RECORDED DATA
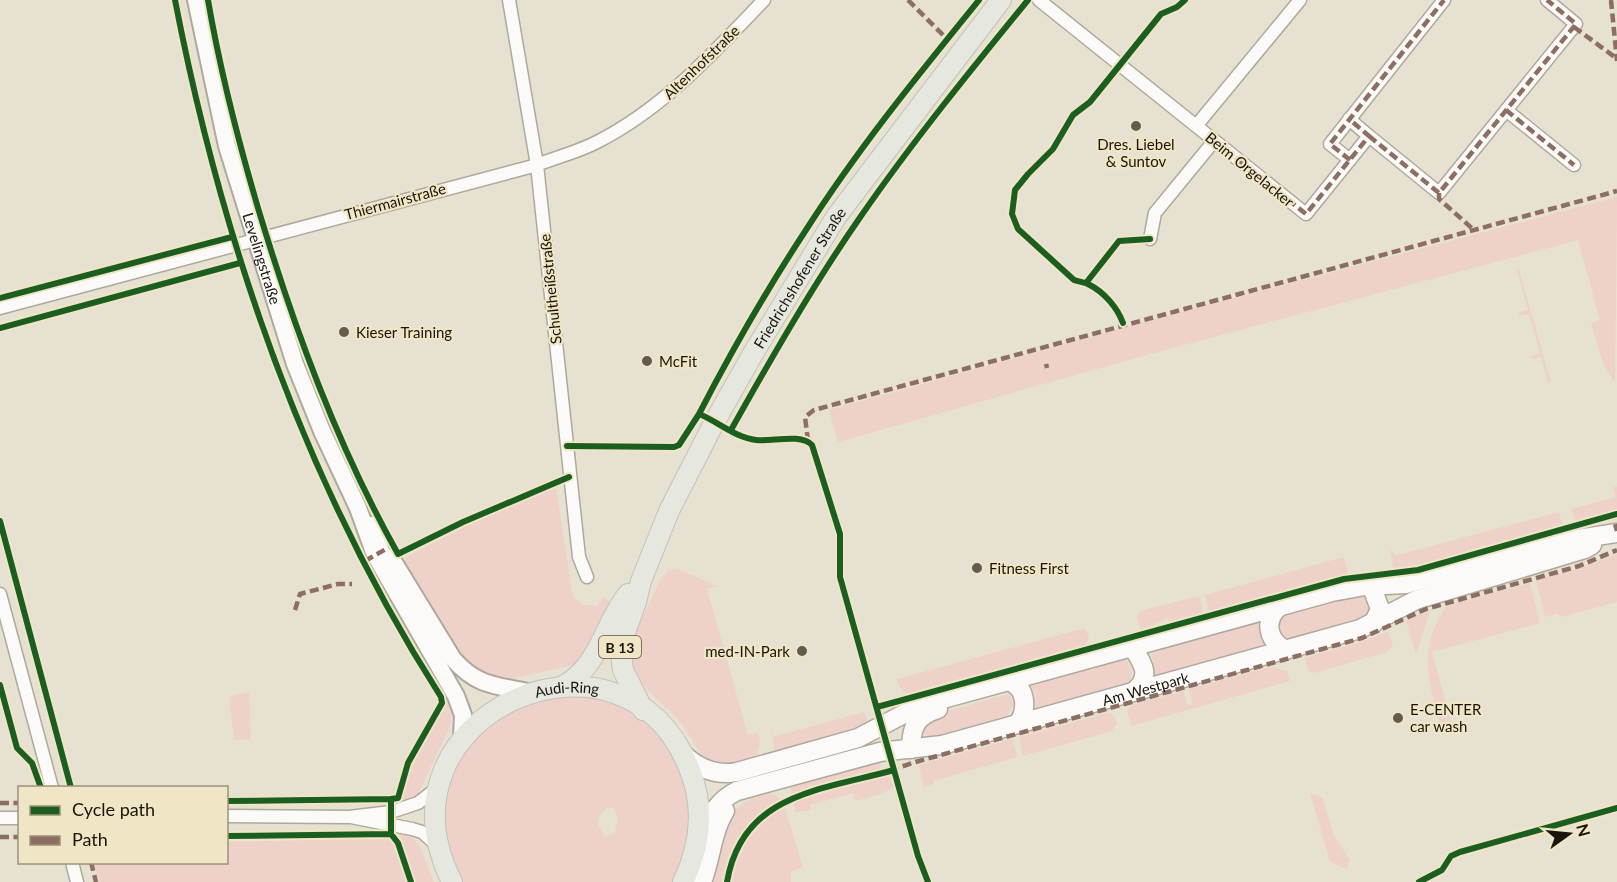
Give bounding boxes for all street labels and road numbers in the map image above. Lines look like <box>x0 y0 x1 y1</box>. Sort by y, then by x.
street label: Altenhofstraße <box>659 21 743 103</box>
street label: Beim Orgelacker <box>1202 128 1298 211</box>
street label: Thiermairstraße <box>342 179 448 223</box>
street label: Friedrichshofener Straße <box>749 204 849 352</box>
street label: Levelingstraße <box>239 210 285 307</box>
street label: Schultheißstraße <box>535 233 565 345</box>
road number: B 13 <box>599 636 641 658</box>
street label: Am Westpark <box>1100 668 1191 709</box>
street label: Audi-Ring <box>533 678 601 701</box>

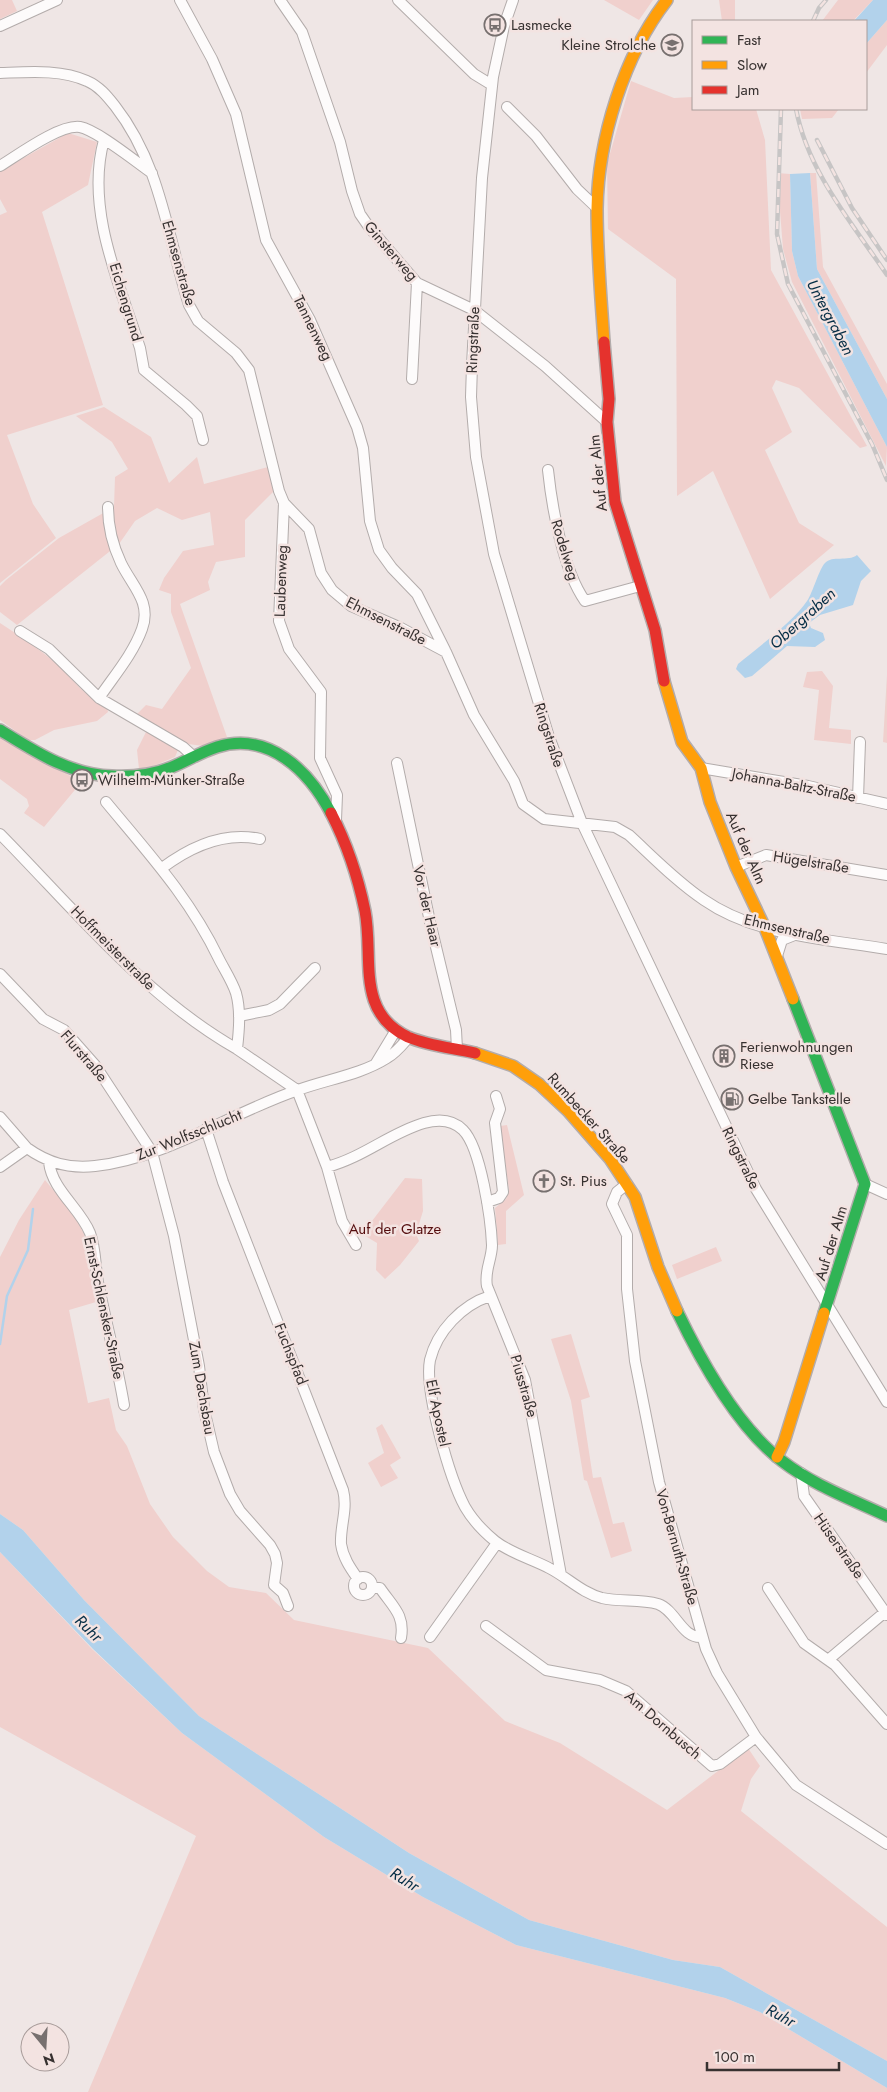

WHAT THIS TASK INVOLVES
Set the listing down verbatim, excluding pictures.

REPLY TO THE EXERCISE
Give bounding boxes for all street labels and road numbers in the map image above. Lines look like <box>x0 y0 x1 y1</box>. Sort by y, then by x.
street label: Altenhofstraße <box>659 21 743 103</box>
street label: Beim Orgelacker <box>1202 128 1298 211</box>
street label: Thiermairstraße <box>342 179 448 223</box>
street label: Friedrichshofener Straße <box>749 204 849 352</box>
street label: Levelingstraße <box>239 210 285 307</box>
street label: Schultheißstraße <box>535 233 565 345</box>
road number: B 13 <box>599 636 641 658</box>
street label: Am Westpark <box>1100 668 1191 709</box>
street label: Audi-Ring <box>533 678 601 701</box>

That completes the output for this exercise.